*BRIEF:*
Output each line of the listing exactly, though pictures are not to appear.

*DATASET RECORDS:*

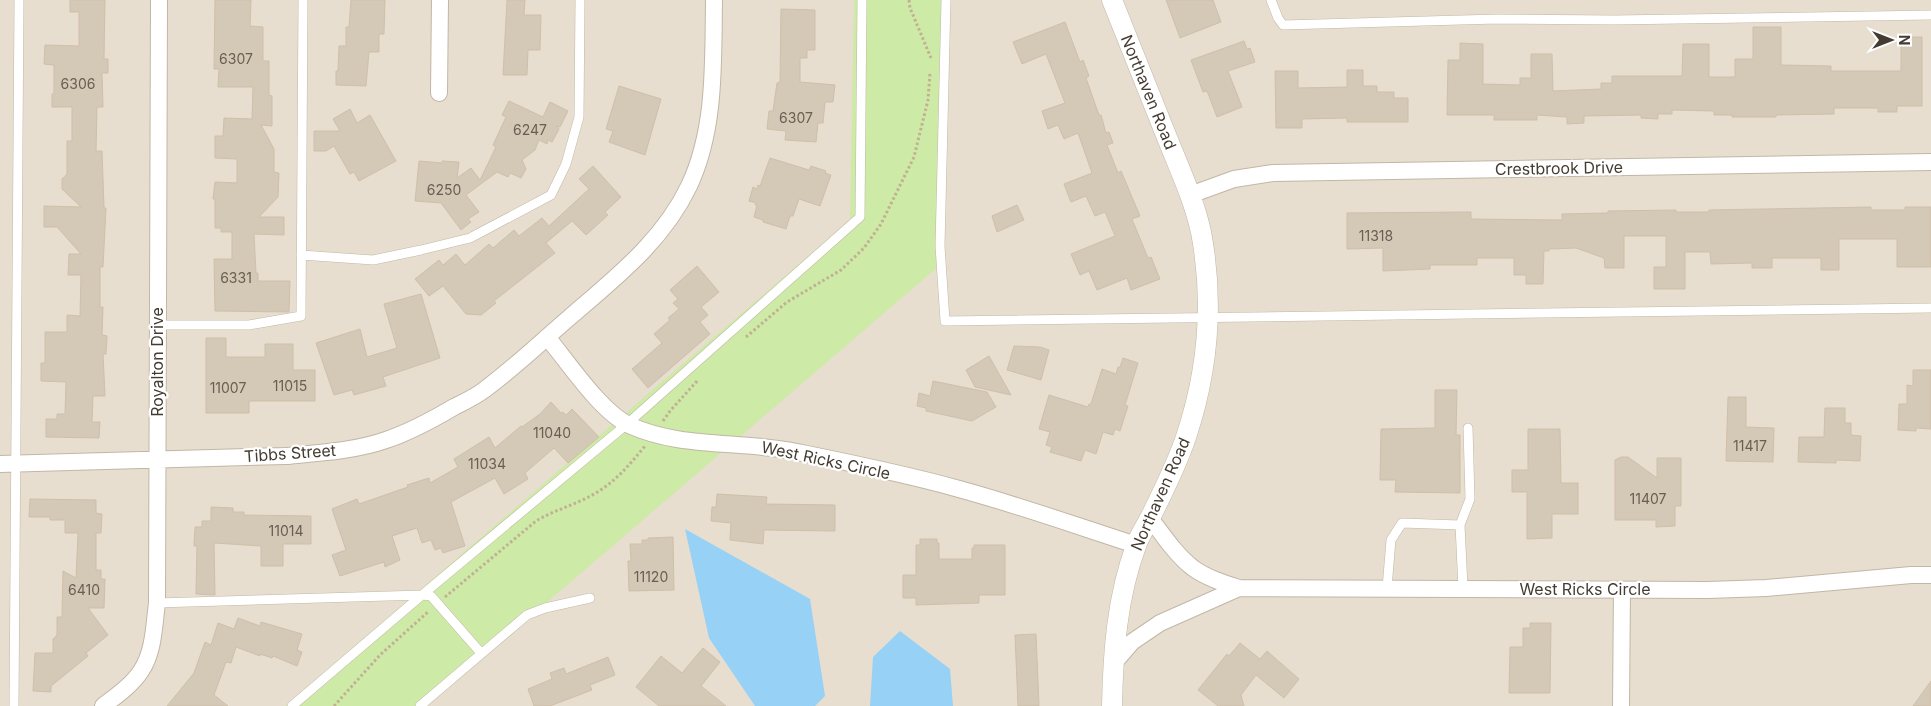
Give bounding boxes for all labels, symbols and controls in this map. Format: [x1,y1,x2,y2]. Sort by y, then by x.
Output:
north arrow [1866,15,1916,65]
street label: Northaven Road [1117,32,1181,152]
text: N [1896,35,1913,45]
house number: 6307 [219,50,253,67]
house number: 6306 [61,75,95,92]
house number: 6307 [779,109,813,126]
house number: 6247 [513,121,547,138]
street label: Crestbrook Drive [1495,157,1623,179]
house number: 6250 [427,181,461,198]
house number: 11318 [1359,227,1393,244]
house number: 6331 [220,269,252,286]
street label: Royalton Drive [147,307,167,417]
house number: 11015 [273,377,307,394]
house number: 11007 [210,379,246,396]
house number: 11040 [533,424,571,441]
street label: Northaven Road [1126,434,1194,554]
street label: West Ricks Circle [760,437,892,483]
house number: 11417 [1733,437,1767,454]
street label: Tibbs Street [243,440,337,466]
house number: 11034 [468,455,506,472]
house number: 11407 [1630,490,1667,507]
house number: 11014 [269,522,303,539]
house number: 11120 [634,568,668,585]
street label: West Ricks Circle [1519,579,1651,599]
house number: 6410 [68,581,100,598]

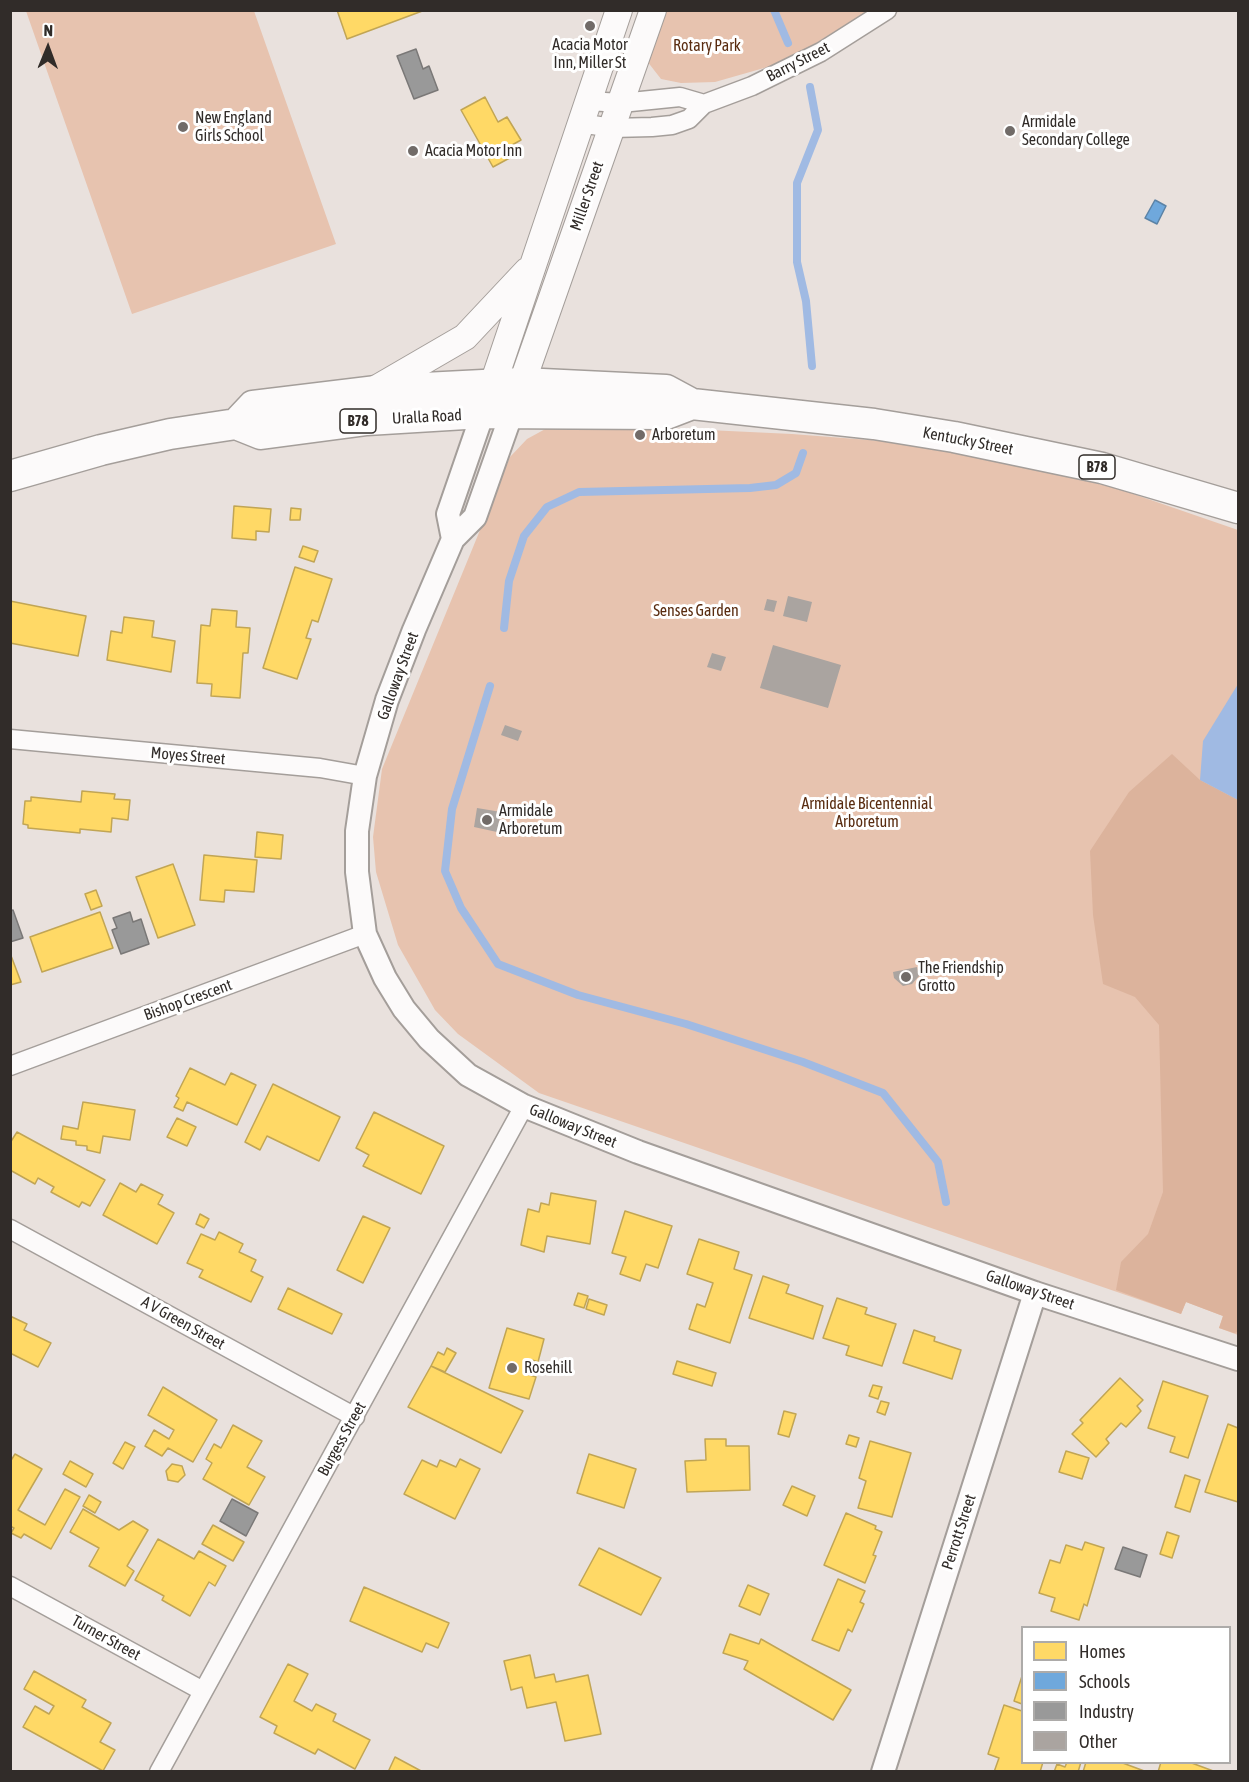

*YOUR RESPONSE:*
Give bounding boxes for all labels, symbols and controls in this map. Format: [x1,y1,x2,y2]. Sort by y, then by x.
Output:
north arrow [1866,15,1916,65]
street label: Northaven Road [1117,32,1181,152]
text: N [1896,35,1913,45]
house number: 6307 [219,50,253,67]
house number: 6306 [61,75,95,92]
house number: 6307 [779,109,813,126]
house number: 6247 [513,121,547,138]
street label: Crestbrook Drive [1495,157,1623,179]
house number: 6250 [427,181,461,198]
house number: 11318 [1359,227,1393,244]
house number: 6331 [220,269,252,286]
street label: Royalton Drive [147,307,167,417]
house number: 11015 [273,377,307,394]
house number: 11007 [210,379,246,396]
house number: 11040 [533,424,571,441]
street label: Northaven Road [1126,434,1194,554]
street label: West Ricks Circle [760,437,892,483]
house number: 11417 [1733,437,1767,454]
street label: Tibbs Street [243,440,337,466]
house number: 11034 [468,455,506,472]
house number: 11407 [1630,490,1667,507]
house number: 11014 [269,522,303,539]
house number: 11120 [634,568,668,585]
street label: West Ricks Circle [1519,579,1651,599]
house number: 6410 [68,581,100,598]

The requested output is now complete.